Section 1
Speed on the M5 Max
Across all M5 Max submissions the average generation speed is about 25 tokens per second, but that average hides an enormous spread. The fastest runs come from MLX-optimized mixture-of-experts models served through vLLM: Ornith-1.0-35B reached ~85 tok/s and Qwen3.6-35B-A3B (8-bit) sustained ~69 tok/s. These models only activate a few billion parameters per token, so they feel far quicker than their 35B total size suggests.
Dense models running as GGUF on Ollama are much slower on the same hardware — gemma4:31b managed ~7 tok/s and the higher-precision qwen3.6 dense variants landed between 5 and 20 tok/s. If responsiveness matters to you, start with an MLX MoE model before reaching for a large dense one.
- Fastest: MLX MoE models such as Ornith-1.0-35B (~85 tok/s) or Qwen3.6-35B-A3B 8-bit (~69 tok/s).
- Middle ground: qwen3-coder-next runs at ~31 tok/s despite being a 79.7B model, because it is a MoE.
- Slowest: dense GGUF models on Ollama (gemma4:31b, dense qwen3.6) at roughly 5-20 tok/s.
Section 2
Output quality, coding, and tool use
For quality-sensitive work the Qwen3.6 family is the strongest on the M5 Max. qwen3.6:27b-mlx posted the highest average quality in the data (~84), and the 35B variants stay in the high-70s to low-80s. The catch is speed: the top-quality dense runs generate only 5-16 tok/s, so they suit batch or background tasks more than fast interactive chat.
For coding and tool-heavy agent work, qwen3-coder-next is the standout. As a 79.7B MoE it combines ~31 tok/s with strong coding scores (~70) and excellent role-play and planning results, and it is the model that most directly justifies buying the 64GB configuration. If you want quality and speed together without the memory cost, the MLX MoE models (Qwen3.6-35B-A3B 8-bit, ~76 quality at ~69 tok/s) are the best compromise.

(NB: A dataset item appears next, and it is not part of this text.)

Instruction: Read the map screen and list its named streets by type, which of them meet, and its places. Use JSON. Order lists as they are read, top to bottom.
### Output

- Top quality: qwen3.6:27b-mlx (~84) or qwen3.6:35b (~79), best when speed is not the priority.
- Coding and agents: qwen3-coder-next (79.7B MoE) for the strongest all-round coding and tool-use results.
- Balanced: Qwen3.6-35B-A3B 8-bit via MLX pairs ~76 quality with ~69 tok/s.
Section 3
Unified memory and model fit
Unified memory behaves differently from discrete GPU VRAM: the same 64GB pool is shared by macOS, the model weights, and the growing context cache, so treat it as a budget rather than a target. Observed footprints from the benchmarks are a good guide — a 27B model needs roughly 20-25GB, 31-35B dense models land around 26-42GB depending on quantization, and the 79.7B qwen3-coder-next MoE occupies about 50-52GB.

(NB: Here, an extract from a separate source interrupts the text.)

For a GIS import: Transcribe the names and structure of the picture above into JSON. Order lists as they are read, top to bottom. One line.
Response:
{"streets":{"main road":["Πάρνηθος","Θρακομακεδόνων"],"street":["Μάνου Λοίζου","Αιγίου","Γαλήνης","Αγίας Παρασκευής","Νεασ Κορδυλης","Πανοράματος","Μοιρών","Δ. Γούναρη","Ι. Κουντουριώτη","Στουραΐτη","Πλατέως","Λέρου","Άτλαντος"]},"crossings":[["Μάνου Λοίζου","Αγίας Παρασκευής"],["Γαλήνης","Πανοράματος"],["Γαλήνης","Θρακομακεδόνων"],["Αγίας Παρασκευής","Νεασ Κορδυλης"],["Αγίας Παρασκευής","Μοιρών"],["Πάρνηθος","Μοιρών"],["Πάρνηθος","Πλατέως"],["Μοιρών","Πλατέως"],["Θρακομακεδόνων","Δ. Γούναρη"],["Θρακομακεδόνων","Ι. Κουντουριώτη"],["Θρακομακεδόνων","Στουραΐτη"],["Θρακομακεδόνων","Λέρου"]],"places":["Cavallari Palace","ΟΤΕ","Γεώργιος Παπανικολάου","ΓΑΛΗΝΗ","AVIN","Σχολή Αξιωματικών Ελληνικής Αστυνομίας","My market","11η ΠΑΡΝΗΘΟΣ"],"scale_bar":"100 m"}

That headroom is exactly why the 64GB M5 Max is worth it. The largest model that ran cleanly, qwen3-coder-next, used ~51GB and left enough room for context; by contrast a dense 70B model (deepseek-r1:70b) failed to complete, effectively over budget once the OS and cache overhead are included. Aim to keep 10-14GB free for macOS and KV-cache growth rather than filling the pool completely.
- Small headroom, high quality: 27B models (~20-25GB) leave plenty of room for long context.

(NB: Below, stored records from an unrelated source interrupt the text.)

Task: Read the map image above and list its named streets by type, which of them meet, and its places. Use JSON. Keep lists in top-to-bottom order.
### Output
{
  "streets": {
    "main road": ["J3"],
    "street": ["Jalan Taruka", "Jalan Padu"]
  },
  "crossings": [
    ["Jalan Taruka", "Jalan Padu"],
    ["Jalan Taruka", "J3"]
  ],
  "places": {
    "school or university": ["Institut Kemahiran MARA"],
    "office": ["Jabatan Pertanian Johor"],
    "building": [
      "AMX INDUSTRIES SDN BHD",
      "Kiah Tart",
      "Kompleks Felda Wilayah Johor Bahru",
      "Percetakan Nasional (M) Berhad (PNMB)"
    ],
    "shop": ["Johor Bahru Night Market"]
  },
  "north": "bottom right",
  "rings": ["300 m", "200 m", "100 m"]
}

- The 64GB payoff: qwen3-coder-next (~51GB) runs fully on the GPU where a smaller Mac cannot.
- Avoid the ceiling: dense 70B models pushed past the usable budget and failed to complete.
Section 4
Best model by use case
If you want the shortest answer, use the balanced pick. For most 64GB M5 Max owners an MLX MoE model keeps quality high enough to be useful while staying fast enough for real interactive work, and you can step up to the large coding MoE when a task demands it.
- Balanced default: Qwen3.6-35B-A3B 8-bit on MLX — ~69 tok/s with ~76 quality.
- Fastest: Ornith-1.0-35B on MLX at ~85 tok/s when latency matters most.
- Coding and tool use: qwen3-coder-next (79.7B MoE) to spend the 64GB headroom on capability.
- Highest quality: qwen3.6:27b-mlx (~84) when you can accept 5-16 tok/s.